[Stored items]
- Opening Delimiter -

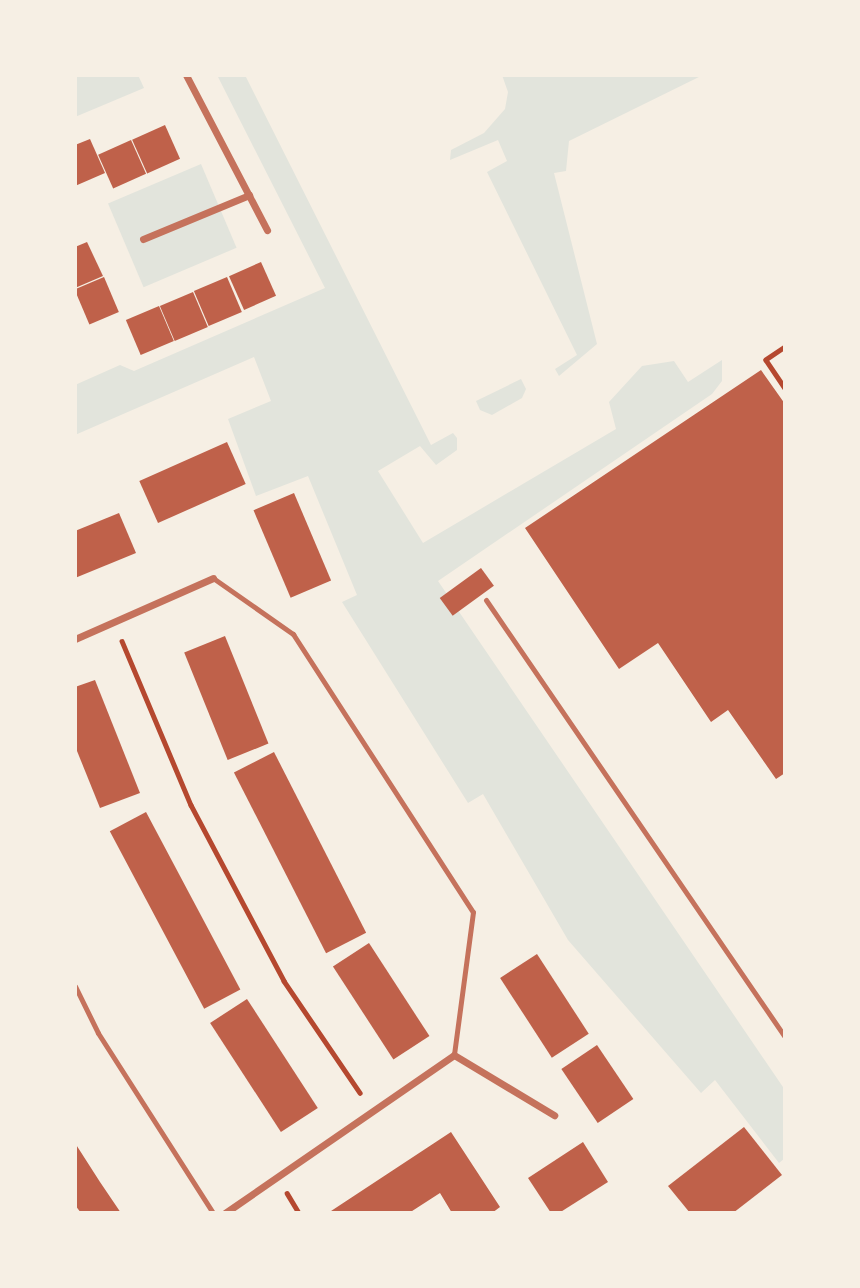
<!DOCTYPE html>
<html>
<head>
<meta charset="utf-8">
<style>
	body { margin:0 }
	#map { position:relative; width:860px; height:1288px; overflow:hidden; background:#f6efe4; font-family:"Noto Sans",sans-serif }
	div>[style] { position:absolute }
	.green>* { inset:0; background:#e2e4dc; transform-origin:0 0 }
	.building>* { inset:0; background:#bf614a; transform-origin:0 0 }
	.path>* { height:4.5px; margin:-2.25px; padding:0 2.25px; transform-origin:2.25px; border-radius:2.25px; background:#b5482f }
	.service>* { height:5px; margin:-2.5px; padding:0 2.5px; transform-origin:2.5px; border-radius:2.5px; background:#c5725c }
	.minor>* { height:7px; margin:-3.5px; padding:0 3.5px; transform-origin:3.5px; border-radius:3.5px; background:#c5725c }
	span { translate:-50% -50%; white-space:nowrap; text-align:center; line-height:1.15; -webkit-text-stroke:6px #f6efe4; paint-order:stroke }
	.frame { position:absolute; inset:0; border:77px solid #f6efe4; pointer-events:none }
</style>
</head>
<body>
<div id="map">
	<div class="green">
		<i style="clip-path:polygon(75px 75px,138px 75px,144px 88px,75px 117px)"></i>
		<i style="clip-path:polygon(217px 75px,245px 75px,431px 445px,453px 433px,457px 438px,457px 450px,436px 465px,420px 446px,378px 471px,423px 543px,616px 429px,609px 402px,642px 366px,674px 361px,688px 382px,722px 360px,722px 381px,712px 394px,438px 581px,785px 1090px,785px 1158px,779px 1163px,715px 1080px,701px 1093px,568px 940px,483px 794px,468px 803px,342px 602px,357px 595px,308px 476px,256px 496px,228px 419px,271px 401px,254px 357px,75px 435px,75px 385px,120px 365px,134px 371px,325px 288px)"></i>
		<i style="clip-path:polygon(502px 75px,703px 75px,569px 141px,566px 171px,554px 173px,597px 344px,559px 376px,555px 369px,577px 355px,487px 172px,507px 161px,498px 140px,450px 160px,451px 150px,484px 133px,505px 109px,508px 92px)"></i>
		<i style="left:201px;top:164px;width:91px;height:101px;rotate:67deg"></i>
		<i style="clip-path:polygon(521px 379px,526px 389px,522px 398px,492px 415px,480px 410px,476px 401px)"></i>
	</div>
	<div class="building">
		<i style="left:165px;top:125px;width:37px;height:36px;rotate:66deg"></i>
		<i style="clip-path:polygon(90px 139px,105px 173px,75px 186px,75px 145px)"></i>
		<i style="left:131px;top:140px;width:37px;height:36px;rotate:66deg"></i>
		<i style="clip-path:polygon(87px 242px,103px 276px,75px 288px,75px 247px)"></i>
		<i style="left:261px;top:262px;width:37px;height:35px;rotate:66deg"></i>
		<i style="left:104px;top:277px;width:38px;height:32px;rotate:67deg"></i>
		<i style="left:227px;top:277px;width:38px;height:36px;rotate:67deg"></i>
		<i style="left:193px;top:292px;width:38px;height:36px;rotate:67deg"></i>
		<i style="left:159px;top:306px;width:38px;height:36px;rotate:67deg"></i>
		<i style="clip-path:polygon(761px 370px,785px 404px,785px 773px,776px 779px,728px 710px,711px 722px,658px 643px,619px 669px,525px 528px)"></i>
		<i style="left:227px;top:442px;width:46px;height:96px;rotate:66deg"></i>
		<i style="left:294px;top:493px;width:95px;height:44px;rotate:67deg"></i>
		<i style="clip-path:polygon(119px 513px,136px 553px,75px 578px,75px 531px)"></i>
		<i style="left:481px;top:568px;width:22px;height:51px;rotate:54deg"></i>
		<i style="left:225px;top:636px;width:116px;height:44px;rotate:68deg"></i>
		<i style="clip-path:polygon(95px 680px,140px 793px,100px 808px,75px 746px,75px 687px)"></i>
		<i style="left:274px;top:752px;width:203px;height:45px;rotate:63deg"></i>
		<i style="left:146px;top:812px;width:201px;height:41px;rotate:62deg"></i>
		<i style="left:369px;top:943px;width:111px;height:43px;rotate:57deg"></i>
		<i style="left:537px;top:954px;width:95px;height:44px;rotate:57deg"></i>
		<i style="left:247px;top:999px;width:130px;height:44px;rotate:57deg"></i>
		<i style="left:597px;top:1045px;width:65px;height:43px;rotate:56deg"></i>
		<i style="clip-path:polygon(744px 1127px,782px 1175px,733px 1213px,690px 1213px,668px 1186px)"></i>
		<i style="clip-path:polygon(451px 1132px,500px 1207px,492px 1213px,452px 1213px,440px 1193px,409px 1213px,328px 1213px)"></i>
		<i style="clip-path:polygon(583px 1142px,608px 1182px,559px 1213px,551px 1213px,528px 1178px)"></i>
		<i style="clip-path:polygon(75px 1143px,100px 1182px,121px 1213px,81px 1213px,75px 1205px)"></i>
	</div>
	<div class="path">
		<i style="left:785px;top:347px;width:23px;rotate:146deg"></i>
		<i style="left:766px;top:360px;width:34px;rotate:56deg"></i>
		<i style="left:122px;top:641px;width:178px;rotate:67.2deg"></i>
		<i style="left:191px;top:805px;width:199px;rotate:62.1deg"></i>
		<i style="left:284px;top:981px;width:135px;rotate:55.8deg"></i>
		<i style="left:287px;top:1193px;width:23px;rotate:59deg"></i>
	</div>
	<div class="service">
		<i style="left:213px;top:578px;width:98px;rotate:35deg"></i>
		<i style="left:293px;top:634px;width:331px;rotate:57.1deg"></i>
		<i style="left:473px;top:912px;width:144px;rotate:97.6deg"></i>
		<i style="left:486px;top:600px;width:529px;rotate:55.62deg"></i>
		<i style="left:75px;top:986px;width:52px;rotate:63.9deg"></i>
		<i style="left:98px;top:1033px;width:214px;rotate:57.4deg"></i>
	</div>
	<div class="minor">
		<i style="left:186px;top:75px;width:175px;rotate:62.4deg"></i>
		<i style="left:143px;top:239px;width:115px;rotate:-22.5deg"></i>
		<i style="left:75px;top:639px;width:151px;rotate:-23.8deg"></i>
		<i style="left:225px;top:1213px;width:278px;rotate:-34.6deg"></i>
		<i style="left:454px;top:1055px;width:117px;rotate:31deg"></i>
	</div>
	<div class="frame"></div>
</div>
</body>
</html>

- Closing Delimiter -

Filter the data above down to lines with the word "frame", and copy them.

### [OUTPUT FOR THIS TASK]
	.frame { position:absolute; inset:0; border:77px solid #f6efe4; pointer-events:none }
	<div class="frame"></div>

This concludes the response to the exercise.